The U.S. government has finally begun to put serious resources toward replacing animals in chemical, pharmaceutical, and other product testing. To properly plan these investments, NICEATM is creating a U.S. Strategic Roadmap: New Approaches to Evaluate the Safety of Chemicals and Medical Products, which ICCVAM has been developing since earlier this year. The roadmap is centered on three main goals:

  1. Encourage the adoption and use of new nonanimal methods and approaches by federal agencies and regulated industries;
  2. Foster the use of efficient, flexible, and robust practices to establish confidence in these new methods; and
  3. Connect end-users with the developers of nonanimal methodologies.

Other updates shared at the meeting and further indication of the resources available to reduce the use of animals in safety testing include EPA’s progress in using high-throughput nonanimal methods to quickly screen a large number of chemicals for safety and its very own strategic plan on replacing animal tests under the Lautenberg Chemical Safety Act.

Physicians Committee toxicologists gave several technical comments during the meeting.
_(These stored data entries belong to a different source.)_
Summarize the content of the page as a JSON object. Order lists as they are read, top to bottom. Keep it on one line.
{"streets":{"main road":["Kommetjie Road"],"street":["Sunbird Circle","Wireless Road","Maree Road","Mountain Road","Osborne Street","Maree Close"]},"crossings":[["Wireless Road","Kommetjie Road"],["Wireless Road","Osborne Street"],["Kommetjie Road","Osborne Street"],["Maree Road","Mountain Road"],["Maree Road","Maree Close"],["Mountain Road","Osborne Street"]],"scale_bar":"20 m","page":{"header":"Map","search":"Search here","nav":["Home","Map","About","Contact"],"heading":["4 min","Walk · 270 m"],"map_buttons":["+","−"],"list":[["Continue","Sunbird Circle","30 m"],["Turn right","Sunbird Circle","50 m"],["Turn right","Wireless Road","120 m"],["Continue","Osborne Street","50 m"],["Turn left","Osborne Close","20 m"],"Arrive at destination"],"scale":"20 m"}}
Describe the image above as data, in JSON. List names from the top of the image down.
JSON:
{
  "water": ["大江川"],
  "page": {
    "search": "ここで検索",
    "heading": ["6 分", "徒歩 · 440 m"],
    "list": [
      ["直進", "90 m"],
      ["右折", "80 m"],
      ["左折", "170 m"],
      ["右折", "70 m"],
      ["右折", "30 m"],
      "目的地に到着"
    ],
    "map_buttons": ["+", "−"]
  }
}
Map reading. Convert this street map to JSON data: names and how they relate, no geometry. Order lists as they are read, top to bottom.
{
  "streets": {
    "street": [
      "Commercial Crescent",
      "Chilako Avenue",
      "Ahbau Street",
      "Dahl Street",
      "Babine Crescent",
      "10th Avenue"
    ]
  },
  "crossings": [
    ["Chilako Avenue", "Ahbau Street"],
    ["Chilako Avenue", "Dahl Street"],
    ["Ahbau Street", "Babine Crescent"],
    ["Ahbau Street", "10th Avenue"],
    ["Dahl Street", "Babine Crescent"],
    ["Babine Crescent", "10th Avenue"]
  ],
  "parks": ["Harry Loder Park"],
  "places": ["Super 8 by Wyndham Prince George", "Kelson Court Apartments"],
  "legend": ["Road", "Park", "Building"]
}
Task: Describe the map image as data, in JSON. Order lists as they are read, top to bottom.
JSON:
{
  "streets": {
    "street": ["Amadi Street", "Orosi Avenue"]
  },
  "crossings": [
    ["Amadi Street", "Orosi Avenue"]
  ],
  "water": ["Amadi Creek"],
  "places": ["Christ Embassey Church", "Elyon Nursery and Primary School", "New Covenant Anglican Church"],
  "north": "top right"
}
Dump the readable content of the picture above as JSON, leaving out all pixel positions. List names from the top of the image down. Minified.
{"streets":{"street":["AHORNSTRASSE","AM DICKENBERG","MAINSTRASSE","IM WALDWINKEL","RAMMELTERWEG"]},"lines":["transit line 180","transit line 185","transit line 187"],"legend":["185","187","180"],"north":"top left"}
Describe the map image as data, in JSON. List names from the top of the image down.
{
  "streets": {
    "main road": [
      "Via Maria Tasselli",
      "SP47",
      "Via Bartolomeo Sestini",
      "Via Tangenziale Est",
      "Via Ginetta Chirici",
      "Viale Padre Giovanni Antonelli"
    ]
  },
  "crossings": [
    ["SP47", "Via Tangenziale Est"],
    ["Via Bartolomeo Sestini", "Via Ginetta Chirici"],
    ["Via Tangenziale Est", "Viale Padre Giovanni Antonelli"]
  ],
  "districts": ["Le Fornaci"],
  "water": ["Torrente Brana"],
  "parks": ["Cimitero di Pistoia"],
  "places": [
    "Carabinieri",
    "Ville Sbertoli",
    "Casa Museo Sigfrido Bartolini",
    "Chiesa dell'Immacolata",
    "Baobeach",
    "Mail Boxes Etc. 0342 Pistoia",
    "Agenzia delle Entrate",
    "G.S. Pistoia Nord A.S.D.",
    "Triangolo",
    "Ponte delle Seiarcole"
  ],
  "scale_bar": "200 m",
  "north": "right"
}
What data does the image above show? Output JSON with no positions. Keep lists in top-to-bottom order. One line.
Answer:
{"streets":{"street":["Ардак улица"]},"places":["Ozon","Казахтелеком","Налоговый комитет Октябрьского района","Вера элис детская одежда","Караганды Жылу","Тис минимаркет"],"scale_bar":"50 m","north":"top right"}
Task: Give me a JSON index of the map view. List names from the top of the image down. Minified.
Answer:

We commended the work of NICETAM in leading U.S. agencies towards the common goal of replacing animals, and for the ambitious, specific plans outlined to achieve this goal.

We encouraged ICCVAM member agencies, such as the Food and Drug Administration, to be more aggressive in implementing and requiring industry to use such technologies especially for the cases where nonanimal alternatives are already available.

And we suggested in order to make faster progress, the United States needs to share its technological developments with agencies in other countries, and that chemical and pharmaceutical companies should do its part to share data and fund validation of nonanimal methods. Furthermore, the Physicians Committee and other organizations are providing opportunities for training that regulators can leverage to continue to increase the use and acceptance of nonanimal methods.

Kristie Sullivan, M.P.H.
Kristie Sullivan, M.P.H., Physicians Committee toxicologist and vice president of research policy, providing comments at SACATM.

For more information on the SACATM meeting, click here.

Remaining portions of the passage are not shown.